Common mistakes when cooking boiled eggs
- Dropping the eggs into the water
The delicate shell needs to be treated gently. Add your eggs one at a time, using a pasta spoon or slotted spoon so the eggs are not hitting the bottom of the pan or each other, which can crack the shells.
- Cooking the eggs with an off-centre yolk
If your eggs aren’t super fresh and you want to have your yolks in the centre when cooked, gently swirl them in the pot of water for a minute or two.
- Over-crowding the pot
It is best to add just enough eggs for one layer.
- Adding the eggs to rapidly boiling water
If the water is too bubbly, the eggs will bounce around causing the shells to crack and white to escape. Gently add your eggs to warm water, place over a medium heat to bring to a simmer and then reduce heat to maintain a gentle simmer until they are cooked.
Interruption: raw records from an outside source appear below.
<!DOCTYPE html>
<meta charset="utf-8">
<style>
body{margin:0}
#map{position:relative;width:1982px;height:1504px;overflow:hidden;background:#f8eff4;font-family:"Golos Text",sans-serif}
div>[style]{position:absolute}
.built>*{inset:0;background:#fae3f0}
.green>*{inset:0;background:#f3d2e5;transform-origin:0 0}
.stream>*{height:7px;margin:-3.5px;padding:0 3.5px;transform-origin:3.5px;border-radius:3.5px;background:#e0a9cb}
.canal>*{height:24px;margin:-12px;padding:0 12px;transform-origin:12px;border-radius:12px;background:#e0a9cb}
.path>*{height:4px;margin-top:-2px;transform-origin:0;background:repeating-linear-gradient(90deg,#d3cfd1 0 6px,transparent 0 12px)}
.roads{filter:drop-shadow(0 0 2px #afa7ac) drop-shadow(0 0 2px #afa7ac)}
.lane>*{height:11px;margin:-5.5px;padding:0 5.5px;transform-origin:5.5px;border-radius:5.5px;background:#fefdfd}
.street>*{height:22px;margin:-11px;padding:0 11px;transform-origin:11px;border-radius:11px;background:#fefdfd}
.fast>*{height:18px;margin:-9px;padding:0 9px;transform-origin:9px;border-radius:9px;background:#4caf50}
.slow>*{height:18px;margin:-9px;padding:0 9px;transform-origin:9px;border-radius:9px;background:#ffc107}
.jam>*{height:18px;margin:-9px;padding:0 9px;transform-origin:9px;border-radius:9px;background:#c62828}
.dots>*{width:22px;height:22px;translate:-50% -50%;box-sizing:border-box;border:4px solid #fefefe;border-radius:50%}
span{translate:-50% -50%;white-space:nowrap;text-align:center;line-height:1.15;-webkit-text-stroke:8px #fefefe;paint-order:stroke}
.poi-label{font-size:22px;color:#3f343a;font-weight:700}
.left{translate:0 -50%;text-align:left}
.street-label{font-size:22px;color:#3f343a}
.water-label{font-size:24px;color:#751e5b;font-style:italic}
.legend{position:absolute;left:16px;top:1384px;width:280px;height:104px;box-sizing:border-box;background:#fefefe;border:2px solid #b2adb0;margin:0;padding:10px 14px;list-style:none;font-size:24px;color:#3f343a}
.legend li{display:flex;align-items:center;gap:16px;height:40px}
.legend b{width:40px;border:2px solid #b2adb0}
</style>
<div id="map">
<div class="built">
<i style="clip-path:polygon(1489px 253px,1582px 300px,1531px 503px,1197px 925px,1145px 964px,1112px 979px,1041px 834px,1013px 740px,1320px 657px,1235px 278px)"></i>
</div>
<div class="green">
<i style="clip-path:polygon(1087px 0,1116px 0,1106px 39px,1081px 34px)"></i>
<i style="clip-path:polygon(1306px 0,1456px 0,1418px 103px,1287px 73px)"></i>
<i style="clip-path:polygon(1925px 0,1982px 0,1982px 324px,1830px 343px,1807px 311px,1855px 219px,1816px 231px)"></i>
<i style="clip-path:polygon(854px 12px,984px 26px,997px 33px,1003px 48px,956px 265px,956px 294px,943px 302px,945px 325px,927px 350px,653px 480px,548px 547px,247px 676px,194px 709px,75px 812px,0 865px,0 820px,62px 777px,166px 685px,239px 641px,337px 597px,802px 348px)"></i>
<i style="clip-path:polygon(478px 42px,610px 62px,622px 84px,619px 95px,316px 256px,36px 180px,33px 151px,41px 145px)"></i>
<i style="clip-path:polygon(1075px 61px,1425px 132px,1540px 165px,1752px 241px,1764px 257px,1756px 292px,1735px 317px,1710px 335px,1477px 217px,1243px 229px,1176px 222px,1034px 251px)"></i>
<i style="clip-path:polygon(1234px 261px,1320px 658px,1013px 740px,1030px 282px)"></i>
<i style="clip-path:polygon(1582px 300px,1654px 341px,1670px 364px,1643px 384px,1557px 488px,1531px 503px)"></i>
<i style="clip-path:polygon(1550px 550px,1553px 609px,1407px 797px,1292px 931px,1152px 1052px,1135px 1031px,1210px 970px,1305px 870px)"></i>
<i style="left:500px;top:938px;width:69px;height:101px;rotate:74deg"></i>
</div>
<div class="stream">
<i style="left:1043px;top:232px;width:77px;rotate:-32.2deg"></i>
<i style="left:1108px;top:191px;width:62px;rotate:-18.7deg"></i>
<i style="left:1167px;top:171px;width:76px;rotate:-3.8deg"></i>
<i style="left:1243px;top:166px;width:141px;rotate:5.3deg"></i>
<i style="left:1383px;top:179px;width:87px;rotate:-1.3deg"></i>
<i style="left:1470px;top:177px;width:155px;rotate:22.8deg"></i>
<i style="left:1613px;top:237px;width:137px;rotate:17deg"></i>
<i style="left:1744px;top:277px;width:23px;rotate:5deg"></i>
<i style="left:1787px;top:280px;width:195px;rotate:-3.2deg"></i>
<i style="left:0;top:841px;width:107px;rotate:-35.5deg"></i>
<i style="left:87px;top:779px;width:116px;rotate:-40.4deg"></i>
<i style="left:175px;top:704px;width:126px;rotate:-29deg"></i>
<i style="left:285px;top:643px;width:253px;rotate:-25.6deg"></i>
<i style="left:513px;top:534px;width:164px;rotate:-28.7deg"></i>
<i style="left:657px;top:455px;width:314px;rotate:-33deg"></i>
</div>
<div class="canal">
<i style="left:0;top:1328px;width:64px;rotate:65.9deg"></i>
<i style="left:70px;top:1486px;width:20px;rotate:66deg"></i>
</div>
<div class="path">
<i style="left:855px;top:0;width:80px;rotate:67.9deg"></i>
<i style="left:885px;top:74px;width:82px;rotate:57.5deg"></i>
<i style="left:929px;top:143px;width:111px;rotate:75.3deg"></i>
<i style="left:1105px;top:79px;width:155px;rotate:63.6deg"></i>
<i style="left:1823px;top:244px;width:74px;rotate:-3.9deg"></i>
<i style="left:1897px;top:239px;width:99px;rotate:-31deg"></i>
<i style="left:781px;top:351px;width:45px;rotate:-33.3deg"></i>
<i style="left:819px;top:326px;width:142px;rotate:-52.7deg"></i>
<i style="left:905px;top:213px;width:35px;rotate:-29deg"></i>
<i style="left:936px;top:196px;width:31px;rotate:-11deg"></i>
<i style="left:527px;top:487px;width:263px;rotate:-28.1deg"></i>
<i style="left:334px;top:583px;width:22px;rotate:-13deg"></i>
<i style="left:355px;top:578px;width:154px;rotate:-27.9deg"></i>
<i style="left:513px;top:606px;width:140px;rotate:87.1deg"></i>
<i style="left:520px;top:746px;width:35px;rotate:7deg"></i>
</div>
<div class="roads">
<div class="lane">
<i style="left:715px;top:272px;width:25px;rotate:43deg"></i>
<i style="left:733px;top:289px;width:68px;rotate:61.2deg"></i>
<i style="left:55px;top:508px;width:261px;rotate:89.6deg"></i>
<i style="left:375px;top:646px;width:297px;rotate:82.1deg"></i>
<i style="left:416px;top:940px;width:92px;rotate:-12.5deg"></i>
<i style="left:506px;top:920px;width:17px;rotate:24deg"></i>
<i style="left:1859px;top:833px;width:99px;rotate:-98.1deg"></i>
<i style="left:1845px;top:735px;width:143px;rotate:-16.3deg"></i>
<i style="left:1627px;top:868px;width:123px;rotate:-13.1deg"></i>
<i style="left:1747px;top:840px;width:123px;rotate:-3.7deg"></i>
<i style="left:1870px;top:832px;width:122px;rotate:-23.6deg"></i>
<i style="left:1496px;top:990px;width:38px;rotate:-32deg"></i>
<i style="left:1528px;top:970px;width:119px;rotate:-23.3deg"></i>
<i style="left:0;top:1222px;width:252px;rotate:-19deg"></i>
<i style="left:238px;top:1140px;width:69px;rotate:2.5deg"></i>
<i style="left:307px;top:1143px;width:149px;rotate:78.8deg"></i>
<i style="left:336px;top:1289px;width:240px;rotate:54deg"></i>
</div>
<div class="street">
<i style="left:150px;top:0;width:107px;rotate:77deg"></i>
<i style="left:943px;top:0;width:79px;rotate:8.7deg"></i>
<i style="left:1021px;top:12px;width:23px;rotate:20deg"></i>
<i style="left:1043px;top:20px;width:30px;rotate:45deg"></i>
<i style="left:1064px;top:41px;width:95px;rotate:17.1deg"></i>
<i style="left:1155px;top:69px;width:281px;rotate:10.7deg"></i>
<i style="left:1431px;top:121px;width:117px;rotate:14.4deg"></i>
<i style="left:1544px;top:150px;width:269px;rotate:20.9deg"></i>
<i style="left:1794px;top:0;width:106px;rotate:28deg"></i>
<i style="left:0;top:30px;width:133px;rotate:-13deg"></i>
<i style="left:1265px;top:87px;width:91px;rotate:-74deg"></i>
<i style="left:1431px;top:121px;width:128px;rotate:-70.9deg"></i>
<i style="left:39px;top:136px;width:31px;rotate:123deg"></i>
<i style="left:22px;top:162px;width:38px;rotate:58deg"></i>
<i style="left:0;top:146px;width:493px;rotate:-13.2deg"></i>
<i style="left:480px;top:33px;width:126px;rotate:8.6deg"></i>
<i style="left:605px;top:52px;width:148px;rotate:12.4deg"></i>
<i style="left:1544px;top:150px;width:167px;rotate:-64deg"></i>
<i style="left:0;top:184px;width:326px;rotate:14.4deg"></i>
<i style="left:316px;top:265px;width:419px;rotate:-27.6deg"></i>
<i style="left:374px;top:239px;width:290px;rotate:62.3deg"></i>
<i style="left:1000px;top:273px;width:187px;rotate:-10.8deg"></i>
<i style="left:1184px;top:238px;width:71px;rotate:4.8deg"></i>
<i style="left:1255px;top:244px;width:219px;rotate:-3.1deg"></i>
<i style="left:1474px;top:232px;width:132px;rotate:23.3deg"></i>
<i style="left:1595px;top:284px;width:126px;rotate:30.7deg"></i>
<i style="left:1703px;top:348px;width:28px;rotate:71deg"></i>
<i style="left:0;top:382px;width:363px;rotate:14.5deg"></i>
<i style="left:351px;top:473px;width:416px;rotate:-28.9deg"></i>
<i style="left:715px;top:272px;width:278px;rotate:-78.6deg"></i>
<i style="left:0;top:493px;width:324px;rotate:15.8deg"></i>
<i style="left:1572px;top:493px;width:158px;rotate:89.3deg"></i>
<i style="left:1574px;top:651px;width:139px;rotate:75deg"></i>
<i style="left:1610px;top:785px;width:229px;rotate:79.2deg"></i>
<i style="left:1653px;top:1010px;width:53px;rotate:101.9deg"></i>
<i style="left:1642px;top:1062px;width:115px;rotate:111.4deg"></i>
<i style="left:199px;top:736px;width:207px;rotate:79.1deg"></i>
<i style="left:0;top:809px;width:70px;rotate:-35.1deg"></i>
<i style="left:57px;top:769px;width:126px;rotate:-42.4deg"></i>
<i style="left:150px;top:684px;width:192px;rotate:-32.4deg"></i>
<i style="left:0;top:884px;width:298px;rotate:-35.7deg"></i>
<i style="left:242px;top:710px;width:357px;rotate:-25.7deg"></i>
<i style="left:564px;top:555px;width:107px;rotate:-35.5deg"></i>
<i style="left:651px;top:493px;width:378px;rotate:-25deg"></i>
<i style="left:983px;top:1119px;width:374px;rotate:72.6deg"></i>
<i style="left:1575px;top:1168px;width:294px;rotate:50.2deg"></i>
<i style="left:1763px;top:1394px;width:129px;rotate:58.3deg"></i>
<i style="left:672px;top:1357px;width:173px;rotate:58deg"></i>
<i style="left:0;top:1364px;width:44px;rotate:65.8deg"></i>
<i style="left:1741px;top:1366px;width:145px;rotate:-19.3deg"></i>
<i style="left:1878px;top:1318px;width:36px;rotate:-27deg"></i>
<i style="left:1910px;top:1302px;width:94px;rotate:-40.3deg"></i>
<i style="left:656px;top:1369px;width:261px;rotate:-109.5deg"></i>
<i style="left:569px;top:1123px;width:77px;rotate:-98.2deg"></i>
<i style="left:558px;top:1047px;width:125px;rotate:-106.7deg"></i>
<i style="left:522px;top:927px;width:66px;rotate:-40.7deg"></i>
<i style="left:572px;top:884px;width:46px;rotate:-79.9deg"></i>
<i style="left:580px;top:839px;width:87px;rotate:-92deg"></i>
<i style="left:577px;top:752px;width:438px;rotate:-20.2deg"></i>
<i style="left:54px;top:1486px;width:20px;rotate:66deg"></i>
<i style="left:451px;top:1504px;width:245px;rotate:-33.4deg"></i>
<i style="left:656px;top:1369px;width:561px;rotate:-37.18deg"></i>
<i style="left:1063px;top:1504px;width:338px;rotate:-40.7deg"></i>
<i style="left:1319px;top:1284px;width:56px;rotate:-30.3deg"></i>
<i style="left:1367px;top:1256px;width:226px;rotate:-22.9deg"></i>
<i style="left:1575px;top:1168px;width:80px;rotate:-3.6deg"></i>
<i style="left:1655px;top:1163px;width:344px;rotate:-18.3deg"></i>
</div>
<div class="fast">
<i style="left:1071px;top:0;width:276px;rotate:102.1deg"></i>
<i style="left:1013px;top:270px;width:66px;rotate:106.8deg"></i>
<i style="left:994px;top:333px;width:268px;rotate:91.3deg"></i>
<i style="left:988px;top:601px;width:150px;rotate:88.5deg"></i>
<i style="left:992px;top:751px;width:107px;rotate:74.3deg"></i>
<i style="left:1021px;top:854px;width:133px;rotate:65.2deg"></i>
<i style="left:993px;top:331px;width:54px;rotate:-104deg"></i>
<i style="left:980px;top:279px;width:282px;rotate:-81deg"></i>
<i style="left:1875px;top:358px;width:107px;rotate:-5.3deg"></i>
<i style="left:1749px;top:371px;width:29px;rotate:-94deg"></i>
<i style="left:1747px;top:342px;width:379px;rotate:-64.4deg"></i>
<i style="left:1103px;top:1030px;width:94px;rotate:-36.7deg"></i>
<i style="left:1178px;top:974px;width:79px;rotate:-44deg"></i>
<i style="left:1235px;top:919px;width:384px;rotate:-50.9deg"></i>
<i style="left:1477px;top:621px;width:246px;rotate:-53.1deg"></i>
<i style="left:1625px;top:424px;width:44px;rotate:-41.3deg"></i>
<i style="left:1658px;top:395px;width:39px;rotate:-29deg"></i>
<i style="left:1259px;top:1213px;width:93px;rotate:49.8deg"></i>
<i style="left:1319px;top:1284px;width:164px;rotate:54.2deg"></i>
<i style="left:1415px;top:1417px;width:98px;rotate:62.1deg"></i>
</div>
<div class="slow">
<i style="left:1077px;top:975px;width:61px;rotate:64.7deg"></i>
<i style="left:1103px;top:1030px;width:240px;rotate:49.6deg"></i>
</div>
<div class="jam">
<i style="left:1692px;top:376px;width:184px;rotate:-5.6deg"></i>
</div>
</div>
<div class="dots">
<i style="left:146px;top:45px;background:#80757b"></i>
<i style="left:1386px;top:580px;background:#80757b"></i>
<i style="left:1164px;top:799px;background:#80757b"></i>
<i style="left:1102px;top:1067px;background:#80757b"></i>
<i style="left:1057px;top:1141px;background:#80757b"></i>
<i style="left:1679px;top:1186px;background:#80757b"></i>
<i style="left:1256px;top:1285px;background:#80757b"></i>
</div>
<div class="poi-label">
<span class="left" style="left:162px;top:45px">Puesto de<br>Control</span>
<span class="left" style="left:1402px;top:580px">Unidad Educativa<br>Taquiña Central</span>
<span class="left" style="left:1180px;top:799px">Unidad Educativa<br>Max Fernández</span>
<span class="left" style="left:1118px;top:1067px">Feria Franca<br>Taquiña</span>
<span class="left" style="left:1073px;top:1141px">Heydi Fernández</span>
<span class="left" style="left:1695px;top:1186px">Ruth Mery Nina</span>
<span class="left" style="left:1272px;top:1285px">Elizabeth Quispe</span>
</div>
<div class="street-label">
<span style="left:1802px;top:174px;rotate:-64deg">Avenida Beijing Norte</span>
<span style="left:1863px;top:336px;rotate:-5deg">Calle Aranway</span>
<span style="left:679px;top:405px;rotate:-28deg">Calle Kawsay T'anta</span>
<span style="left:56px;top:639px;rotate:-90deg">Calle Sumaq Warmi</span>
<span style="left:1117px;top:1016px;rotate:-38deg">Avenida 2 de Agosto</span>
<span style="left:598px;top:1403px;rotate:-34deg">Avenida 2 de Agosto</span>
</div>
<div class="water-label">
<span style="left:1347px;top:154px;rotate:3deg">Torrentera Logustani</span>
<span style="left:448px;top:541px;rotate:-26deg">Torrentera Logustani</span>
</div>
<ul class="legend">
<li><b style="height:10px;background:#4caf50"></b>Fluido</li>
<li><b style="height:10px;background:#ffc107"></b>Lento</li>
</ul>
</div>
- Leaving your eggs in hot water after they have come off the heat
To prevent that dark grey ring on the yolk of your boiled eggs, remove the eggs from the boiling water once cooked, plunge immediately into very cold water and lightly crack each shell a little on one side.
- Peeling your eggs too soon
To ensure your shell comes off cleanly, cool your eggs in cold water, this will cause the whites to slightly contract and pull away from the white skin between the egg white and the shell.
- Always cook on low to medium heat
One of the keys to getting the perfect eggs every time is cooking them at the right temperature. Eggs are delicate and require a gentle heat, regardless of how you’re cooking them.
- Use room temperature eggs when baking
Room temperature eggs will always give better results with baked goods. A quick hack is to pop the eggs into a bowl of warm water (not hot) and allow them to stand for a few minutes.
- Old eggs vs. fresh eggs for meringues
Older egg whites at room temperature are easier to whip and give a little more volume, but they also have larger bubbles and the foam needs to be used straight way. This makes them great when making macaroons and meringues! Fresh cold egg whites need a little more whipping, but have smaller bubbles with a more uniform texture, which is great for pavlova.